Resorts that are not suffering snow shortages, such as Taos Ski Valley in New Mexico, are going all out to highlight their overall environmental records. “We’re putting a lot of effort into ensuring the health of the surrounding forest, and we’re also the first ski resort to be certified as a B Corporation,” says chief executive officer David Norden. B Corporation is a standard given out by a non-profit organization that certifies high environmental standards.
“We’re actually eight years ahead of our own schedule to be carbon neutral in energy use by 2030 – we’re there already,” he says.
While no Canadian resorts have earned B Corporation status yet, most are pushing to become more sustainable. For example, Blue Mountain Ski Resort in Collingwood, Ont., has reduced the electrical consumption of its night-skiing lights by 40 per cent by retrofitting with LED lighting, and it now pumps 30 per cent less water than it did in 2015 for snowmaking.
In Ontario and the Eastern U.S., larger ski resorts also recognize the need to diversify and offer alternative activities in the winter and other outdoor sports the rest of the year.
“A lot of resorts we deal with are adding attractions, such as spas, indoor water parks and toboggan runs for kids, which don’t require a lot of snow,” Ms. Gardiner says. For example, Holiday Valley in Ellicottville, N.Y., (near Buffalo) features snow-tubing, a roller-coaster ride through the woods and golfing in the non-ski months, she says, and Blue Mountain markets itself as a year-round sports and spa destination.
“It comes down to revenue diversification as ski seasons become shorter,” Dr. Scott says. “Even in a place like Whistler [Whistler Blackcomb Ski Resort in B.C.], green-season visitation now exceeds ski-season visits,” he says.
It’s easier for resorts to adapt to climate change if they have integrated business models – owning the ski facilities and the ski village accommodations and commercial properties at the site, he adds.
“Resorts that are owned by conglomerates, some of which are publicly traded, can get access to capital to add facilities. They also need funds to make sure the ski experience is still good, with adequate lift lines, easy parking and so on,” he says.

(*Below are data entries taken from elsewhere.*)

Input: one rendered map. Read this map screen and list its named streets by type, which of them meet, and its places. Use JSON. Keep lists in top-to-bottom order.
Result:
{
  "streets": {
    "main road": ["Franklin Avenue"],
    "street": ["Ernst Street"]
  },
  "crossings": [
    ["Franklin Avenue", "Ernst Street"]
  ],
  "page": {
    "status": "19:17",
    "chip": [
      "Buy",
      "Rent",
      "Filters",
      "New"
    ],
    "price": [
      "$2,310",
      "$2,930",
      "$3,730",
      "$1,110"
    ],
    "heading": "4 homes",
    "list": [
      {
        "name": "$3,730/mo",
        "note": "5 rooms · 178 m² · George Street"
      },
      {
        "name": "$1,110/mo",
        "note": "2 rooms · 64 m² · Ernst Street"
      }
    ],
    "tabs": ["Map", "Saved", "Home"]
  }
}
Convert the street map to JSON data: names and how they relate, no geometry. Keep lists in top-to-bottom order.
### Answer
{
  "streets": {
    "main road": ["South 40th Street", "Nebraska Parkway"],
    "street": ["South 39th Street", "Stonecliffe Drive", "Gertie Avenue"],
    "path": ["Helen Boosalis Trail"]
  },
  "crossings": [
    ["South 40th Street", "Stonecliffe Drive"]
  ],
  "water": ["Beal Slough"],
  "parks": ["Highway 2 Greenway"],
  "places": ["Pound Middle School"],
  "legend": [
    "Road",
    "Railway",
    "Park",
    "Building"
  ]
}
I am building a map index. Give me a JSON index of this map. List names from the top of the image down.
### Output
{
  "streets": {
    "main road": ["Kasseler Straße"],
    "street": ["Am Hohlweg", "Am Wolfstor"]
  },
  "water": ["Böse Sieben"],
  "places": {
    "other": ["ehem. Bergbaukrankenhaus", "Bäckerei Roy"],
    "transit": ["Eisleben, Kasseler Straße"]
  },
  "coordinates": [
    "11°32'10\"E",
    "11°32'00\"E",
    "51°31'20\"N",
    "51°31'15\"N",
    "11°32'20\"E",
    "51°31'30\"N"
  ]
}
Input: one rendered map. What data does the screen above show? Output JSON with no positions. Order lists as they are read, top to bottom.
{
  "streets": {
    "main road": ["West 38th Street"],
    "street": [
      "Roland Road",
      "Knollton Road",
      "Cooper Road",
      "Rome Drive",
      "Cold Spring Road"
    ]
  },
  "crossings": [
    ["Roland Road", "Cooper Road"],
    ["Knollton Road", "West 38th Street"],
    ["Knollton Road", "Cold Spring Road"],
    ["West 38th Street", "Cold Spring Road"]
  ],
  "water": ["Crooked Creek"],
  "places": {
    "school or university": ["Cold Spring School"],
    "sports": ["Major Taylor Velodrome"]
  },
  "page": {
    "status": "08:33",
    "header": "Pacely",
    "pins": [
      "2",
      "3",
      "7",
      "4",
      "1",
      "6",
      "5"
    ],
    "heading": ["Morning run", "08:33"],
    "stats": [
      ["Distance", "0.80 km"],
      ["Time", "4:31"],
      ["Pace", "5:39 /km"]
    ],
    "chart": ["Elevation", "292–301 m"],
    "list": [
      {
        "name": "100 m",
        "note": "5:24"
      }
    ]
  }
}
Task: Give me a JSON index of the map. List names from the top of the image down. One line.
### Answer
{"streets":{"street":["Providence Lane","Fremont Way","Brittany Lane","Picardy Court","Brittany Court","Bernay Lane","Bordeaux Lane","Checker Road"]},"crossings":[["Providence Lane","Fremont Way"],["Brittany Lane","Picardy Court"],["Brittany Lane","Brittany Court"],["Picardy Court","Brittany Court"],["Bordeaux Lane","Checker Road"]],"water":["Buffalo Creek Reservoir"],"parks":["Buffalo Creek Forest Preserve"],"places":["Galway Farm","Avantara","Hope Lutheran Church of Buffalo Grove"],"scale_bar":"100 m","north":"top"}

“It’s not as easy to do this in resorts such as many of the sites in Europe, which grew around existing towns where, long ago, someone put in a ski lift. In those places it’s not always clear who will pay for the improvements,” he explains.
Ski areas are most viable if they’re 12-month destinations, agrees James McKellar, professor of real estate and infrastructure at the Brookfield Centre in Real Estate and Infrastructure at York University’s Schulich School of Business in Toronto.
“That’s why Banff works as a ski destination. You have the national park, and you can draw visitors year-round for tourism, conferences and getaways,” he says.
“It is a huge advantage being in Banff. About 20 per cent of our visitors are from outside Canada, and some people come just to be introduced to snow,” says Kendra Scurfield, brand and communications manager at Sunshine Village Ski & Snowboard Resort in the national park.
While Sunshine has not suffered a snow drought like other resorts, it still uses a “snow-farming” system to move piles to ensure that all the runs are covered safely, she says.
“Most of the power we draw from Banff is hydroelectric, and we highlight this as people drive past on their way here. We have signs up,” she says.
As many as 60 million people a year in the U.S. and nearly 20 million a year in Canada hit the slopes each year, Dr. Scott’s research notes, so commercial ski resorts are not likely to disappear.
“Ski resorts have a future,” he says. “The ones in the most vulnerable areas need strategies to adapt to climate change, though.”